Meiner kommt im relativ großen (10-15m³ geschätzt!) aber doch mit max. 1m recht flachen Teich anscheinend recht gut über die Runden. Auch den letzten Winter hat er gut überstanden, obwohl von Anfang November bis März ununterbrochen Eis auf dem Teich war (bis 25cm Dicke). Zu klein sollte der Teich aber nicht sein, da die Tierchen recht aggressiv sein können und alles aus ihrer Nähe vertreiben.


----------



## Epalzeorhynchos (3. Juli 2006)

*AW: Sonnenbarsch*

Hi Annett.



			
				Annett schrieb:
			
		

> Meiner dürfte dem Bild nach zu urteilen ein "Lepomis cyanellus" sein.


 Das es Lepomis cyanellus ist glaube ich eher nicht. Die gibt hier so gut wie nie und wenn dann meist unter dem falschen Namen Steinbarsch oder Felsenbarsch (auch eine Sonnenbarsch Art).

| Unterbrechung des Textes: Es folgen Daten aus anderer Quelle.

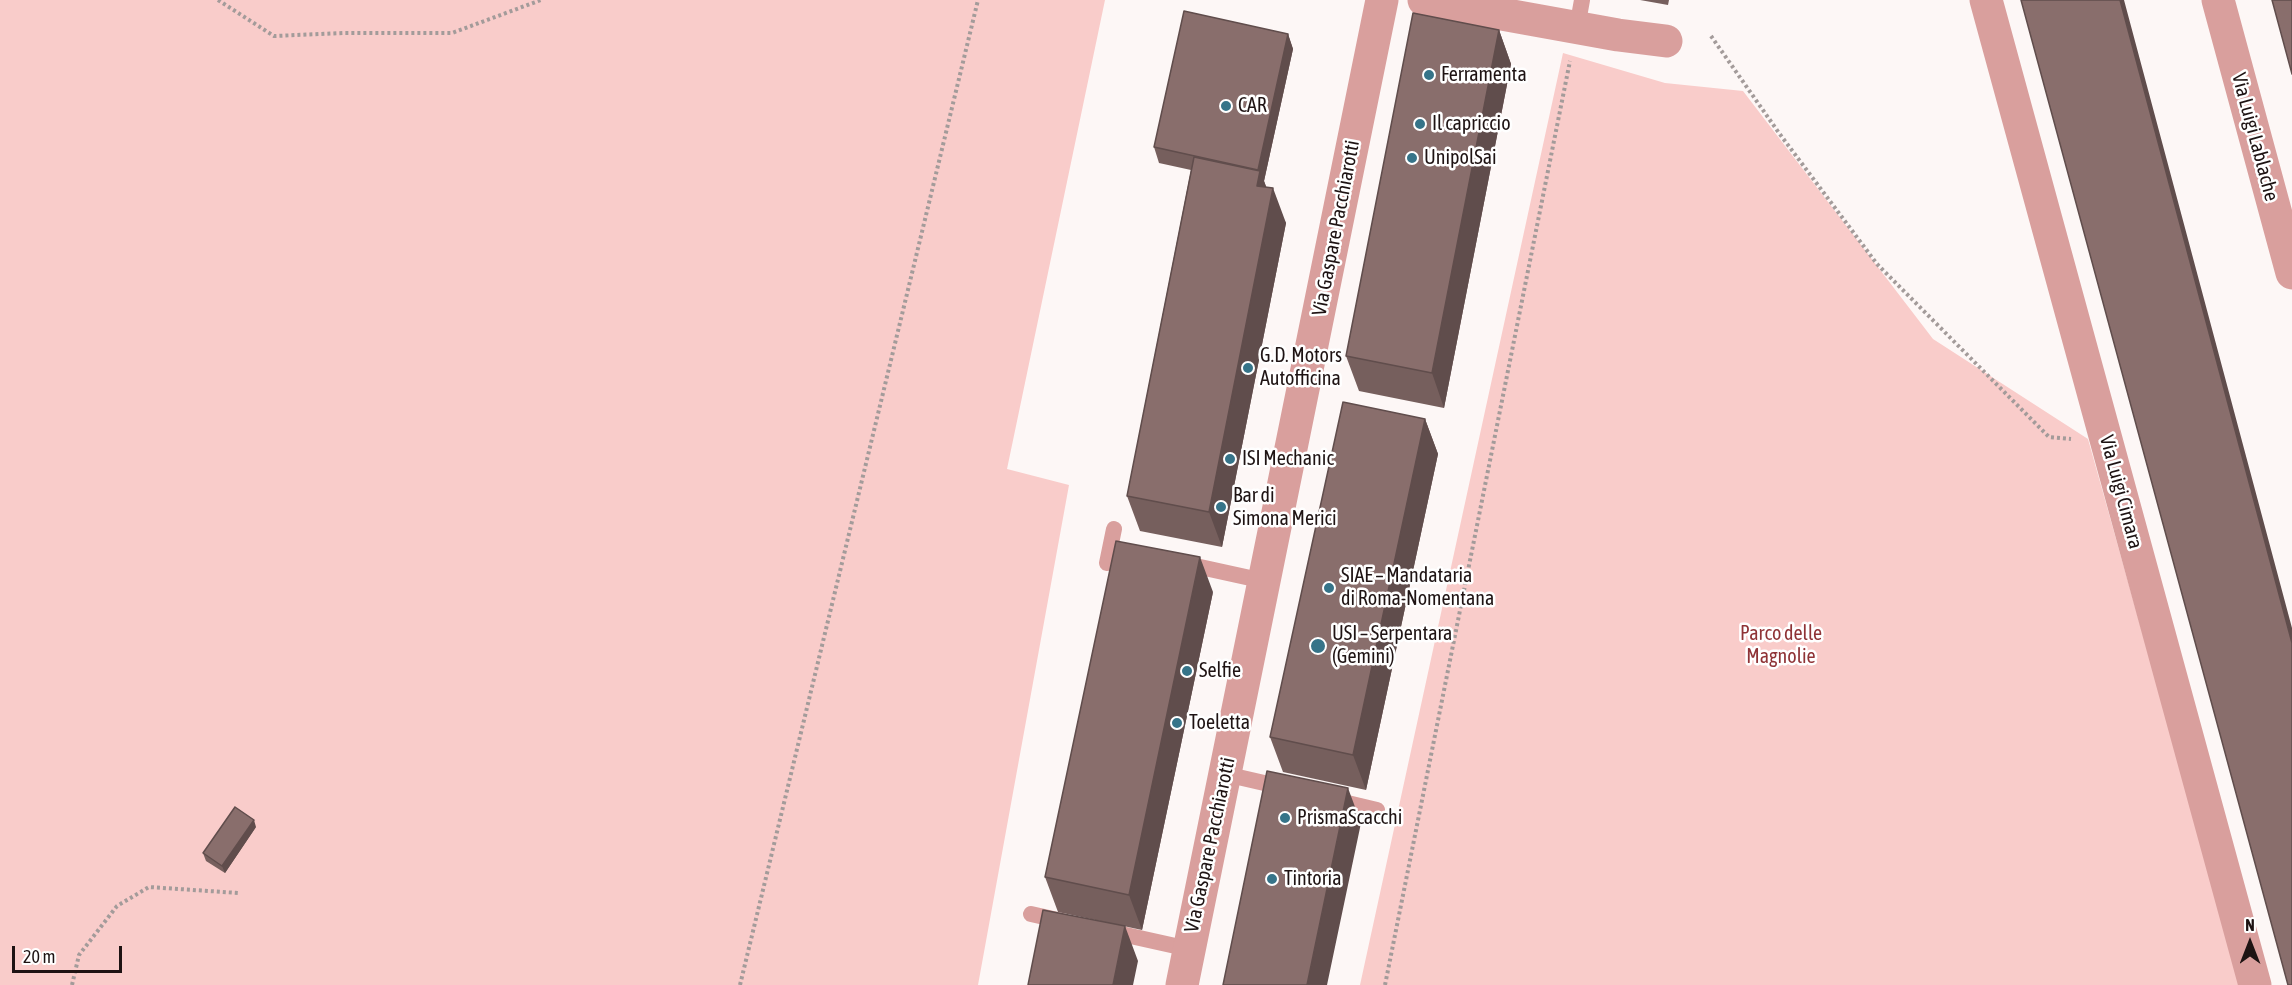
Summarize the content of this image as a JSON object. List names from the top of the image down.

*Edit:* Ich sehe gerade das bei Wickipedia ein falsches Bild abegebildet ist. Das auf dem Bild ist ein stinknormaler Sonnenbarsch oder auch Kürbiskernbarsch (Lepomis gibbosus).
Das auf meinem Avatar ist ein Lepomis cyanellus.

Auf meiner HP hast du auch noch mal ein paar Bilder von Sonnenbarschen.
http://www.epalzeorhynchos.de/19693.html


----------



## Annett (3. Juli 2006)

*AW: Sonnenbarsch*

Hi,

hast Du Dir zufällig mal das Bild bei Wikipedia angesehen?
Meiner sieht wirklich genauso aus (inklusive des markanten Fleckes auf Augenhöhe) und ist ca. 15-20cm lang. Auch die Körperform passt zu dem auf dem Foto. :?
Ich hab ihn vor ca. zwei Jahren im Dehner gekauft... keine Ahnung, ob da überhaupt ein lateinischer Name dran stand. 
Ich war froh in Leipzig überhaupt einen gefunden zu haben.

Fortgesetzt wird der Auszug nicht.